» **Prompt**: Return the entries exactly as they appear.

[Collection entries]
********

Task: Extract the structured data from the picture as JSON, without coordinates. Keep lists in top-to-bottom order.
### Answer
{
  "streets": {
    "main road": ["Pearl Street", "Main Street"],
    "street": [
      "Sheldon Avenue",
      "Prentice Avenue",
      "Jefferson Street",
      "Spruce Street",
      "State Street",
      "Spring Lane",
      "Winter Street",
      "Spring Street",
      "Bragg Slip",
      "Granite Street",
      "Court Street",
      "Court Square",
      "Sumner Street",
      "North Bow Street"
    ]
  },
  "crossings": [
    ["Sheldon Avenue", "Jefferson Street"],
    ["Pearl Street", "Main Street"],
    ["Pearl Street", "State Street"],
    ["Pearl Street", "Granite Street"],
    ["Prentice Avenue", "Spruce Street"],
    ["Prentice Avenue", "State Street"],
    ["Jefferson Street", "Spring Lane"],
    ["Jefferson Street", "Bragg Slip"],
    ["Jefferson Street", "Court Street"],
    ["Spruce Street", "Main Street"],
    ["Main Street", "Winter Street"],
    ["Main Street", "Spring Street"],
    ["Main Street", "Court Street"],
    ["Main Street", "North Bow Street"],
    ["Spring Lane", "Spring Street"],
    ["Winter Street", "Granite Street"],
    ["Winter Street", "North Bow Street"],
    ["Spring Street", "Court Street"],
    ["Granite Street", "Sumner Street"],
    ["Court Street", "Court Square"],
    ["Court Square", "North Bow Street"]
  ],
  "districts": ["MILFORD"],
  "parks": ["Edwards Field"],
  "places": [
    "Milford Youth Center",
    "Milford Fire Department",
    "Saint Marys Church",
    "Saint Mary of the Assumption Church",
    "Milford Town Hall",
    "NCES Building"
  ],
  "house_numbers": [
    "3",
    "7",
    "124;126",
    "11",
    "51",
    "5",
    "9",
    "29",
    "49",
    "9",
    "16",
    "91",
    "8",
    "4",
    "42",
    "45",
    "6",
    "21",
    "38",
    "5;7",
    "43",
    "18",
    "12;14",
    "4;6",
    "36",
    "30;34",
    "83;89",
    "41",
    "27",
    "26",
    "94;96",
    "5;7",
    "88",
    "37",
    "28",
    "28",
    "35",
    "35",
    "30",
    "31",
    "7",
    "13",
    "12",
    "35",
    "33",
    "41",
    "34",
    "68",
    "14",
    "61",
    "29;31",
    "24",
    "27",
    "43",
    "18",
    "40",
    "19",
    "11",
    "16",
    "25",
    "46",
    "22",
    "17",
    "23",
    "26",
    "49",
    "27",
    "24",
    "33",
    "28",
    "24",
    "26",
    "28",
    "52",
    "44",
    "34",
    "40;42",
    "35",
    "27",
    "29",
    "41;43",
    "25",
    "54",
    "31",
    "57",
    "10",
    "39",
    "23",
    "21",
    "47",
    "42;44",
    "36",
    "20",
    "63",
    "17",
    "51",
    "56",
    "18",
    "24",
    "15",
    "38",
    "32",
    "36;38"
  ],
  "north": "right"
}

********

» **Exercise output**:
Task: Extract the structured data from the picture as JSON, without coordinates. Keep lists in top-to-bottom order.
### Answer
{
  "streets": {
    "main road": ["Pearl Street", "Main Street"],
    "street": [
      "Sheldon Avenue",
      "Prentice Avenue",
      "Jefferson Street",
      "Spruce Street",
      "State Street",
      "Spring Lane",
      "Winter Street",
      "Spring Street",
      "Bragg Slip",
      "Granite Street",
      "Court Street",
      "Court Square",
      "Sumner Street",
      "North Bow Street"
    ]
  },
  "crossings": [
    ["Sheldon Avenue", "Jefferson Street"],
    ["Pearl Street", "Main Street"],
    ["Pearl Street", "State Street"],
    ["Pearl Street", "Granite Street"],
    ["Prentice Avenue", "Spruce Street"],
    ["Prentice Avenue", "State Street"],
    ["Jefferson Street", "Spring Lane"],
    ["Jefferson Street", "Bragg Slip"],
    ["Jefferson Street", "Court Street"],
    ["Spruce Street", "Main Street"],
    ["Main Street", "Winter Street"],
    ["Main Street", "Spring Street"],
    ["Main Street", "Court Street"],
    ["Main Street", "North Bow Street"],
    ["Spring Lane", "Spring Street"],
    ["Winter Street", "Granite Street"],
    ["Winter Street", "North Bow Street"],
    ["Spring Street", "Court Street"],
    ["Granite Street", "Sumner Street"],
    ["Court Street", "Court Square"],
    ["Court Square", "North Bow Street"]
  ],
  "districts": ["MILFORD"],
  "parks": ["Edwards Field"],
  "places": [
    "Milford Youth Center",
    "Milford Fire Department",
    "Saint Marys Church",
    "Saint Mary of the Assumption Church",
    "Milford Town Hall",
    "NCES Building"
  ],
  "house_numbers": [
    "3",
    "7",
    "124;126",
    "11",
    "51",
    "5",
    "9",
    "29",
    "49",
    "9",
    "16",
    "91",
    "8",
    "4",
    "42",
    "45",
    "6",
    "21",
    "38",
    "5;7",
    "43",
    "18",
    "12;14",
    "4;6",
    "36",
    "30;34",
    "83;89",
    "41",
    "27",
    "26",
    "94;96",
    "5;7",
    "88",
    "37",
    "28",
    "28",
    "35",
    "35",
    "30",
    "31",
    "7",
    "13",
    "12",
    "35",
    "33",
    "41",
    "34",
    "68",
    "14",
    "61",
    "29;31",
    "24",
    "27",
    "43",
    "18",
    "40",
    "19",
    "11",
    "16",
    "25",
    "46",
    "22",
    "17",
    "23",
    "26",
    "49",
    "27",
    "24",
    "33",
    "28",
    "24",
    "26",
    "28",
    "52",
    "44",
    "34",
    "40;42",
    "35",
    "27",
    "29",
    "41;43",
    "25",
    "54",
    "31",
    "57",
    "10",
    "39",
    "23",
    "21",
    "47",
    "42;44",
    "36",
    "20",
    "63",
    "17",
    "51",
    "56",
    "18",
    "24",
    "15",
    "38",
    "32",
    "36;38"
  ],
  "north": "right"
}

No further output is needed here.